*** Block opens ***
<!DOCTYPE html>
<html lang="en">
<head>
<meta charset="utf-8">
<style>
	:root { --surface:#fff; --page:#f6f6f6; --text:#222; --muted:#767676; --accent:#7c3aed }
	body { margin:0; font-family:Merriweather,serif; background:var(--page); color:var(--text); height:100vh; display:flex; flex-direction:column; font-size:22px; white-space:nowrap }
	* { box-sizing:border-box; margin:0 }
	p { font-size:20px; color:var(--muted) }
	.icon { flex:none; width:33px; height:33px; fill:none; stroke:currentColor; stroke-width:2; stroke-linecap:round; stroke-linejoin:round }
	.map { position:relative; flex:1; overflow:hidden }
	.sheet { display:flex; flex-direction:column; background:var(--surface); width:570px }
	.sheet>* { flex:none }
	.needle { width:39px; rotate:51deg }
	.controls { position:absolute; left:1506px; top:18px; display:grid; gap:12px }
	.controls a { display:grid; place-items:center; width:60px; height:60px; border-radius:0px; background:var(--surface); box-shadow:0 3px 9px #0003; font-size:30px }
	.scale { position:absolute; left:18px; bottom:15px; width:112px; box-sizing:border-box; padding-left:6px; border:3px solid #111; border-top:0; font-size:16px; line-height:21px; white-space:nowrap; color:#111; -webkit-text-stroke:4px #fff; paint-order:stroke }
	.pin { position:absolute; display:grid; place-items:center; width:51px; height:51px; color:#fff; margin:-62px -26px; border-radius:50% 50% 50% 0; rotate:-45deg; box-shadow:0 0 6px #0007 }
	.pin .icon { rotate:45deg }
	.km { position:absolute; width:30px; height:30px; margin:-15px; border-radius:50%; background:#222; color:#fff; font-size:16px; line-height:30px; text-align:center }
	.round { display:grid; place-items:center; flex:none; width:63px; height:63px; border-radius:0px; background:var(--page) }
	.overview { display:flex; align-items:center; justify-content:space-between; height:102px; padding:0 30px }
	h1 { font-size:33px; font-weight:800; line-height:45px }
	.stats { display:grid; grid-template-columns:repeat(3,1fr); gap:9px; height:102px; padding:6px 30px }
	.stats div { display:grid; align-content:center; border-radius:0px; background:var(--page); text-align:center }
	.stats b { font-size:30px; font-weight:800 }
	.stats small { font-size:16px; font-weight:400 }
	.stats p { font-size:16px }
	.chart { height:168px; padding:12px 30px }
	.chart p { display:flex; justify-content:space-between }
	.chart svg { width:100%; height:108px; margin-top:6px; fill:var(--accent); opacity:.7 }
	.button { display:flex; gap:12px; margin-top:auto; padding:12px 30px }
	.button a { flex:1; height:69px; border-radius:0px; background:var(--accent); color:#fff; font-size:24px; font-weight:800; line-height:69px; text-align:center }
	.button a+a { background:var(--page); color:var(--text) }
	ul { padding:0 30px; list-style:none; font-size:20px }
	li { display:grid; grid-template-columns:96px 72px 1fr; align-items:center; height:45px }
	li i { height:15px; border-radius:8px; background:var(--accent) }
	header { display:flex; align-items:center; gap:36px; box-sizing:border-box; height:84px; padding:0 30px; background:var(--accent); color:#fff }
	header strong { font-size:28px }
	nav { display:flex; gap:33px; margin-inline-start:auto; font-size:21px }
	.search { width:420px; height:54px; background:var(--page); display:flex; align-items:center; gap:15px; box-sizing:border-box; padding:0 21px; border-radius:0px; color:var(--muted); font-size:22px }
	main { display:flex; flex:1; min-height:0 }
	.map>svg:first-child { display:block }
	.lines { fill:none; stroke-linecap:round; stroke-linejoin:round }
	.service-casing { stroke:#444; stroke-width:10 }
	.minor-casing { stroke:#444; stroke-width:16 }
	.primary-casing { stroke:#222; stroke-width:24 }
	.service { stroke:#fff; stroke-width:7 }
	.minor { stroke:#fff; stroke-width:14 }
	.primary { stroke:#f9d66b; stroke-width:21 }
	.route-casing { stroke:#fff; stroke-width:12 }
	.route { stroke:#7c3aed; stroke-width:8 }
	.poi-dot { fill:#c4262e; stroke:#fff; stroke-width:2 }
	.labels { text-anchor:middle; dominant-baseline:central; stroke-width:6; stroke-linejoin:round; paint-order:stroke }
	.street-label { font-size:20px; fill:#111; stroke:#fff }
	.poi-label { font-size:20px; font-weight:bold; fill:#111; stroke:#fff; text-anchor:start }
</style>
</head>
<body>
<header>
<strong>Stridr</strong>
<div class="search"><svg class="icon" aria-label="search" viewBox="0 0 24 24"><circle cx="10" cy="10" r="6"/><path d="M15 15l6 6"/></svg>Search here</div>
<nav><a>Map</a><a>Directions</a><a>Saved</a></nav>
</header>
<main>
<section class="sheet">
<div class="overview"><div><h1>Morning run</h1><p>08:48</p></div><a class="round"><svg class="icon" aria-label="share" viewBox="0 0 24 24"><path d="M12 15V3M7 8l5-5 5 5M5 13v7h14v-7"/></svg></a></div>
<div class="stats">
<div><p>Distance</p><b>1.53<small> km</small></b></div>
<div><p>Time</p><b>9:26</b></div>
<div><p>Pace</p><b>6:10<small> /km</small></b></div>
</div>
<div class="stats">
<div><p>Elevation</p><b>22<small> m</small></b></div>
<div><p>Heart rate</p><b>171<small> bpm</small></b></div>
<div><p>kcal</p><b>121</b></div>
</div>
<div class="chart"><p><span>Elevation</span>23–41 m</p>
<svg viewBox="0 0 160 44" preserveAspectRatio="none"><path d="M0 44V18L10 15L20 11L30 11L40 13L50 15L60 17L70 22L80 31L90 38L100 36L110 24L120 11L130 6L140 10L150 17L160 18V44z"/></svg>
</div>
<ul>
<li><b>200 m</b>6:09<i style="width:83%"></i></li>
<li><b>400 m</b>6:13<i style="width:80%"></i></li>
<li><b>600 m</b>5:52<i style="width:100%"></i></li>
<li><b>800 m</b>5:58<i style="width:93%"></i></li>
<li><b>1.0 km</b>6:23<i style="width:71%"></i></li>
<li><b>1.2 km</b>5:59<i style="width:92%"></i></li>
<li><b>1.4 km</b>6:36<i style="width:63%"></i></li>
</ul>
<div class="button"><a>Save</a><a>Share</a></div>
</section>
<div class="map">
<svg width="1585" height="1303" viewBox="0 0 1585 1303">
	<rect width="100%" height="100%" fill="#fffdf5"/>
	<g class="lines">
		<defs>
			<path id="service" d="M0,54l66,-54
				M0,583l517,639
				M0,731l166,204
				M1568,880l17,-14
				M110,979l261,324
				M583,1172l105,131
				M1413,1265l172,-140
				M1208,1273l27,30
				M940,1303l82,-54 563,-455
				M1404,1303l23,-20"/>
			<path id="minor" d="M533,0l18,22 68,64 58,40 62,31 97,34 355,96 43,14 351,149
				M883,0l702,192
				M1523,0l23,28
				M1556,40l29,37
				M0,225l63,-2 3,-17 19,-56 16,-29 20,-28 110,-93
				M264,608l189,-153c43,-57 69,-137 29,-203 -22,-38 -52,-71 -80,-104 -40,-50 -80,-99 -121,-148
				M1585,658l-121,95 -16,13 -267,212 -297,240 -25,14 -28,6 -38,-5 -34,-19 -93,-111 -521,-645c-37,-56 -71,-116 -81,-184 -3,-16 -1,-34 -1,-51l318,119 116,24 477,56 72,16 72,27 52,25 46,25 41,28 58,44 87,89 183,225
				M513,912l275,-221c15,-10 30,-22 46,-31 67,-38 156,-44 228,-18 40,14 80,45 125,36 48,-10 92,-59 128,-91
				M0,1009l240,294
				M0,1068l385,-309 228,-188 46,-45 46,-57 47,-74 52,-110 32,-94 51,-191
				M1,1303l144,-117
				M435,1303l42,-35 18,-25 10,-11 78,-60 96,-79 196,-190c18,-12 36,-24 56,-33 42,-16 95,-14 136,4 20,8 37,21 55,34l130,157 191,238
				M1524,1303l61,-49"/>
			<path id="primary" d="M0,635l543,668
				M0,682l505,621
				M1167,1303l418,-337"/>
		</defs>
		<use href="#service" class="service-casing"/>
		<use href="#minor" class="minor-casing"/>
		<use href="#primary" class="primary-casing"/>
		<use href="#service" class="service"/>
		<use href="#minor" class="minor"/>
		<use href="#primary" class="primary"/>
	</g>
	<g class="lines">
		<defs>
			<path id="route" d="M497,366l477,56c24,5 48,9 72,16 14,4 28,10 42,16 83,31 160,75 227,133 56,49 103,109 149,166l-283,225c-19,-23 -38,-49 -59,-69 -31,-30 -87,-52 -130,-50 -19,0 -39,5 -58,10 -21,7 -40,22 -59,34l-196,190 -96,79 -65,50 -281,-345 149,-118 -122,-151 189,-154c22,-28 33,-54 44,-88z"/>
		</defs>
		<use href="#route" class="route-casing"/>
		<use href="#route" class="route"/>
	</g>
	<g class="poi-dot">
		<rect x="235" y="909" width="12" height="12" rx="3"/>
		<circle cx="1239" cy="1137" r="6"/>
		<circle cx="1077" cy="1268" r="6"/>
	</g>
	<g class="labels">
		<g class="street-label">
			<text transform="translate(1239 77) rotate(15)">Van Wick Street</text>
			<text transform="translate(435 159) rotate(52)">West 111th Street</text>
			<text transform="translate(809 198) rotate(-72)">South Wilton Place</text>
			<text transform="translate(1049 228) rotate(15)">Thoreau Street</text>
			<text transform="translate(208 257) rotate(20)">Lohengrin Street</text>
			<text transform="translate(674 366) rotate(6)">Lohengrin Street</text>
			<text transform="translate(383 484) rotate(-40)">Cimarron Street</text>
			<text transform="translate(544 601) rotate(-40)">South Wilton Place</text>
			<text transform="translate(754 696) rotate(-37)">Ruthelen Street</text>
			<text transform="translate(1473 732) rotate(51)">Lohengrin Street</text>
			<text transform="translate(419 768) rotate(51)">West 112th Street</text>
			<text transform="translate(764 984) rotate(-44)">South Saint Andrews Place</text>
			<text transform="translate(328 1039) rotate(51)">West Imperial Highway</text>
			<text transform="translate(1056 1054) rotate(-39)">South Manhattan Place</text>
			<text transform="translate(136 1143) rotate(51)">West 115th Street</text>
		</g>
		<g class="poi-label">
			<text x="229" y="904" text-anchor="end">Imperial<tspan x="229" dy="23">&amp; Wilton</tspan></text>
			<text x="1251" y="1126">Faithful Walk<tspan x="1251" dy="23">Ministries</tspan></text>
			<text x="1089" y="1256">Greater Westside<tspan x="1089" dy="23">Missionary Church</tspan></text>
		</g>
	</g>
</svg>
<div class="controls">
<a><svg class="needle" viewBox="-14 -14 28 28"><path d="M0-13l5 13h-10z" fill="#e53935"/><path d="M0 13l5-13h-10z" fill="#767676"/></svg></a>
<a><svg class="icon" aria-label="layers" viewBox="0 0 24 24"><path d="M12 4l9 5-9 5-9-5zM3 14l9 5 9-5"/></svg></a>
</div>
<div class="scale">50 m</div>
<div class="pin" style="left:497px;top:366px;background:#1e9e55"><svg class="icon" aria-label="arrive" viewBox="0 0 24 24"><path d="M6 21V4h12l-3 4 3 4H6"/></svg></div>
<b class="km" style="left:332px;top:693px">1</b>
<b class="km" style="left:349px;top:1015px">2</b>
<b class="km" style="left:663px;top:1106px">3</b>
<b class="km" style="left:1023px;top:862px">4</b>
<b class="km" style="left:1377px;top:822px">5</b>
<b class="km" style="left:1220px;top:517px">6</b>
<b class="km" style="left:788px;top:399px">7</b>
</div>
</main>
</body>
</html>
*** Block closes ***
§ Your assignment:
Only one stretch of the data above is needed. Restate it word for word, from the line containing "position:absolute; width:30px; height:30px;" through the line containing "padding:0 30px; list-style:none;", both ends included.

§ Exercise response:
	.km { position:absolute; width:30px; height:30px; margin:-15px; border-radius:50%; background:#222; color:#fff; font-size:16px; line-height:30px; text-align:center }
	.round { display:grid; place-items:center; flex:none; width:63px; height:63px; border-radius:0px; background:var(--page) }
	.overview { display:flex; align-items:center; justify-content:space-between; height:102px; padding:0 30px }
	h1 { font-size:33px; font-weight:800; line-height:45px }
	.stats { display:grid; grid-template-columns:repeat(3,1fr); gap:9px; height:102px; padding:6px 30px }
	.stats div { display:grid; align-content:center; border-radius:0px; background:var(--page); text-align:center }
	.stats b { font-size:30px; font-weight:800 }
	.stats small { font-size:16px; font-weight:400 }
	.stats p { font-size:16px }
	.chart { height:168px; padding:12px 30px }
	.chart p { display:flex; justify-content:space-between }
	.chart svg { width:100%; height:108px; margin-top:6px; fill:var(--accent); opacity:.7 }
	.button { display:flex; gap:12px; margin-top:auto; padding:12px 30px }
	.button a { flex:1; height:69px; border-radius:0px; background:var(--accent); color:#fff; font-size:24px; font-weight:800; line-height:69px; text-align:center }
	.button a+a { background:var(--page); color:var(--text) }
	ul { padding:0 30px; list-style:none; font-size:20px }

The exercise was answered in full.